## What you will do:
Show, from the records below, all lines that contain the word "text".

[Records from a collection]
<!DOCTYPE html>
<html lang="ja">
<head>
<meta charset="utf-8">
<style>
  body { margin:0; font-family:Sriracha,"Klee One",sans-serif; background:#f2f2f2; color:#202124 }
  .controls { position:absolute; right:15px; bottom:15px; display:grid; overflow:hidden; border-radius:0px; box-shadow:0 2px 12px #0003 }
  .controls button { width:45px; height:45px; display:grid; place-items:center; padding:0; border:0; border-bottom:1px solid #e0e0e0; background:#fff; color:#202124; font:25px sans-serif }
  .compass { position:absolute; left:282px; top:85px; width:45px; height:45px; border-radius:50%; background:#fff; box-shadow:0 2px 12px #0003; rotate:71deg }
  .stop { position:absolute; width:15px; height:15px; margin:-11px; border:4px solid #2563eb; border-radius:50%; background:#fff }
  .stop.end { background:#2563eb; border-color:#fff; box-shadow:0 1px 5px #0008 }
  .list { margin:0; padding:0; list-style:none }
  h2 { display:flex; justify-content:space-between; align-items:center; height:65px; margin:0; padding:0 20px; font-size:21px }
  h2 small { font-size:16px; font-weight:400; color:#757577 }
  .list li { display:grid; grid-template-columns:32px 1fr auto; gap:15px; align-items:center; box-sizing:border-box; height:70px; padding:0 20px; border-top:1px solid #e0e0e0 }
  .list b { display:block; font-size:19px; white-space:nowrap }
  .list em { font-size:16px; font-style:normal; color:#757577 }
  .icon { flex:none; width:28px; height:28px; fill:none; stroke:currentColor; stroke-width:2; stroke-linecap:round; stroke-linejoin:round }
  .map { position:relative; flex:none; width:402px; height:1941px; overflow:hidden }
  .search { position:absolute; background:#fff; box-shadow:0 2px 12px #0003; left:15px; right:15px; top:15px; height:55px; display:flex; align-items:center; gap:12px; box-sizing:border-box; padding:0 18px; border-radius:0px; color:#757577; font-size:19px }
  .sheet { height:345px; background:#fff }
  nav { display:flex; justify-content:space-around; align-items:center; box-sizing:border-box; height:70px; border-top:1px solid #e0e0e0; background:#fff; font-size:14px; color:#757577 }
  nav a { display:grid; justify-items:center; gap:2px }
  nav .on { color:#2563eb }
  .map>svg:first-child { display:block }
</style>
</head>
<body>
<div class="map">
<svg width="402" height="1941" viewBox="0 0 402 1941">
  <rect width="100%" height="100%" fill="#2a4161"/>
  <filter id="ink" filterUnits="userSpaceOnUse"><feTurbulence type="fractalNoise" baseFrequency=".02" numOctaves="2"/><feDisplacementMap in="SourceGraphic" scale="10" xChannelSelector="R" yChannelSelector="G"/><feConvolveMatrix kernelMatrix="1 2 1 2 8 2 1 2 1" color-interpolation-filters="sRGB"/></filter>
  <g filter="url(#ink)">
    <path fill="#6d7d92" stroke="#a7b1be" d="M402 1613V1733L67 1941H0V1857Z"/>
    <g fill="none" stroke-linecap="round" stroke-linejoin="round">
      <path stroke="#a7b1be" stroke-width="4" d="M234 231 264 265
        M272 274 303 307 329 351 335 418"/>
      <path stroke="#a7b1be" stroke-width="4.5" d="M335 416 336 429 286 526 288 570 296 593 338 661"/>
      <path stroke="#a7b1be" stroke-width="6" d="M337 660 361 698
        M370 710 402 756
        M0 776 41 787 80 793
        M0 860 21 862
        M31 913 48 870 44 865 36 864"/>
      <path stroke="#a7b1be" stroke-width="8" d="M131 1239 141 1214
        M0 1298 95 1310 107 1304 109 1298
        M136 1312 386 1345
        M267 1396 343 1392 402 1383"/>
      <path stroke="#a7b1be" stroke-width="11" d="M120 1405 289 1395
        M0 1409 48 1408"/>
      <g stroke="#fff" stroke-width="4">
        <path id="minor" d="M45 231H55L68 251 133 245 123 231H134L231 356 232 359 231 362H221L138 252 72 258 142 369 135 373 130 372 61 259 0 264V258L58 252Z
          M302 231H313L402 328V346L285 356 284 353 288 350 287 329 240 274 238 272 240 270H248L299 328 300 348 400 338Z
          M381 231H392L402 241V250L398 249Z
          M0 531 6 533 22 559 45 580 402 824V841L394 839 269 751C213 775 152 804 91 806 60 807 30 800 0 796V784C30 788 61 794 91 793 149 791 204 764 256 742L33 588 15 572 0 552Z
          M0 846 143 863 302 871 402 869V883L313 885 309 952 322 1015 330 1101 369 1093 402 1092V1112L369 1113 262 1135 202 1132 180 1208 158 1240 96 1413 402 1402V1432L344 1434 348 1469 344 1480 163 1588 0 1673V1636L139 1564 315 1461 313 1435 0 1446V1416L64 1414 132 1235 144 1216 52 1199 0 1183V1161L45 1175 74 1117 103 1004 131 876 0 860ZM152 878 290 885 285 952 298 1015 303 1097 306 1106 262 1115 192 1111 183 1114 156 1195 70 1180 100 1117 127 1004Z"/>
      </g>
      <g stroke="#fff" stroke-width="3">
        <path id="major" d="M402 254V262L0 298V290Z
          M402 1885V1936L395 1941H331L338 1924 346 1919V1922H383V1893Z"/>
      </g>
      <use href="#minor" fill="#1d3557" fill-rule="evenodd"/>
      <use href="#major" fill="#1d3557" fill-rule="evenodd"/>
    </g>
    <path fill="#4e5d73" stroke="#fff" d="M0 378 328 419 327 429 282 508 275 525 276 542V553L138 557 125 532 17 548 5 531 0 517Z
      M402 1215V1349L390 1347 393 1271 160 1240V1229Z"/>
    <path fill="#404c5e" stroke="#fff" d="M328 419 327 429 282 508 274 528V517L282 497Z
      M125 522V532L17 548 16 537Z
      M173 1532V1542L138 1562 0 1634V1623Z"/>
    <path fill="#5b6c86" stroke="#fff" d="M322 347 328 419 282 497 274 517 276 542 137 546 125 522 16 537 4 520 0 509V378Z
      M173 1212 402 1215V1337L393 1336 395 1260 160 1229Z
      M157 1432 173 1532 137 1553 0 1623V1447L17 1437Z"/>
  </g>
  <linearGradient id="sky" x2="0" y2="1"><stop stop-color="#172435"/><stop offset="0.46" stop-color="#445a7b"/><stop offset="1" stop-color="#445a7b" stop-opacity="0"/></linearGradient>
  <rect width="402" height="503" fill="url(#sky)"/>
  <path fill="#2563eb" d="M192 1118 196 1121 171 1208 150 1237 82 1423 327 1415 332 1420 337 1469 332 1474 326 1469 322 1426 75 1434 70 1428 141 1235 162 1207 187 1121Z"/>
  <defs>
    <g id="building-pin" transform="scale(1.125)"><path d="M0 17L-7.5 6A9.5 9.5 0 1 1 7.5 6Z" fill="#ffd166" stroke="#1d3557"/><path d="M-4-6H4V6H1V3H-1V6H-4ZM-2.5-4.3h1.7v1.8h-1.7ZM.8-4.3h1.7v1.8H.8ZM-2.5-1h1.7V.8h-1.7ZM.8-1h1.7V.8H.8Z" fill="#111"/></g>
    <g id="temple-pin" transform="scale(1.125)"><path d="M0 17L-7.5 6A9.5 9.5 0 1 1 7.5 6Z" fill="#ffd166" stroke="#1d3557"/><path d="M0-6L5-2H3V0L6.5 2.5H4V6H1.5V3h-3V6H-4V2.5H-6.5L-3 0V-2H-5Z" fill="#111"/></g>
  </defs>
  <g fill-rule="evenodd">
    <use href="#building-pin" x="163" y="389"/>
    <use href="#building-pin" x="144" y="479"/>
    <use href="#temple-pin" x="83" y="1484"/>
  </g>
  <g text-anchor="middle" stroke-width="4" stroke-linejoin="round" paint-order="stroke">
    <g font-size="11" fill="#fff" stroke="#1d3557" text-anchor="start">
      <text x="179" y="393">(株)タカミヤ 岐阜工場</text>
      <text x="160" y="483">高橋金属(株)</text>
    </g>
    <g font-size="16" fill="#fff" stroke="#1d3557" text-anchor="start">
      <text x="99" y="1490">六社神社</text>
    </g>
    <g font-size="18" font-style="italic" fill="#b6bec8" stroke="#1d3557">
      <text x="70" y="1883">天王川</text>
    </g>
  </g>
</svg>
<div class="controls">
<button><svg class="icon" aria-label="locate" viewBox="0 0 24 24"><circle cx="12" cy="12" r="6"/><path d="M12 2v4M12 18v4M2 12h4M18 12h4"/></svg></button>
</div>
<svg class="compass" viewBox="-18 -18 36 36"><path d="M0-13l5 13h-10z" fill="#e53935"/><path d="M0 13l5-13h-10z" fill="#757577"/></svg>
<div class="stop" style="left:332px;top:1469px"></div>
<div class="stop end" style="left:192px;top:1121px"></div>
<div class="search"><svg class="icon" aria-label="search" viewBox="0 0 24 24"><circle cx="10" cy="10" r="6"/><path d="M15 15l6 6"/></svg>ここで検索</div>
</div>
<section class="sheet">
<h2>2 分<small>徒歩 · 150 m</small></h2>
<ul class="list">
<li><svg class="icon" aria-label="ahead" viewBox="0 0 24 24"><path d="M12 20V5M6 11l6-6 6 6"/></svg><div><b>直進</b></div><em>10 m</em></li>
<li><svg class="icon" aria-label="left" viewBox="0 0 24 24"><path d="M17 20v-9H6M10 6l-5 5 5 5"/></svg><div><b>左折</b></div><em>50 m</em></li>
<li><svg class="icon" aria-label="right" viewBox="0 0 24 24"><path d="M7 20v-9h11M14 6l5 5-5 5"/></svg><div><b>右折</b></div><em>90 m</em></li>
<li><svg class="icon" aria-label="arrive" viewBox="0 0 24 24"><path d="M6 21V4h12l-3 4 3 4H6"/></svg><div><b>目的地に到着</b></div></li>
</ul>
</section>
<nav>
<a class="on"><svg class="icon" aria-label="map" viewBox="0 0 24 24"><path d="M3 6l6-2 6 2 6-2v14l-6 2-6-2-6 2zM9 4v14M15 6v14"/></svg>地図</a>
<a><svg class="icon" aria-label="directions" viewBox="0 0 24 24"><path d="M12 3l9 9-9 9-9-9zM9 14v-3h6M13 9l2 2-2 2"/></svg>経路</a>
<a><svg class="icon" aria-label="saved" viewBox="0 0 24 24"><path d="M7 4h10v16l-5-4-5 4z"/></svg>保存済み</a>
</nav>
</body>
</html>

## Response to this exercise:
  <g text-anchor="middle" stroke-width="4" stroke-linejoin="round" paint-order="stroke">
    <g font-size="11" fill="#fff" stroke="#1d3557" text-anchor="start">
      <text x="179" y="393">(株)タカミヤ 岐阜工場</text>
      <text x="160" y="483">高橋金属(株)</text>
    <g font-size="16" fill="#fff" stroke="#1d3557" text-anchor="start">
      <text x="99" y="1490">六社神社</text>
      <text x="70" y="1883">天王川</text>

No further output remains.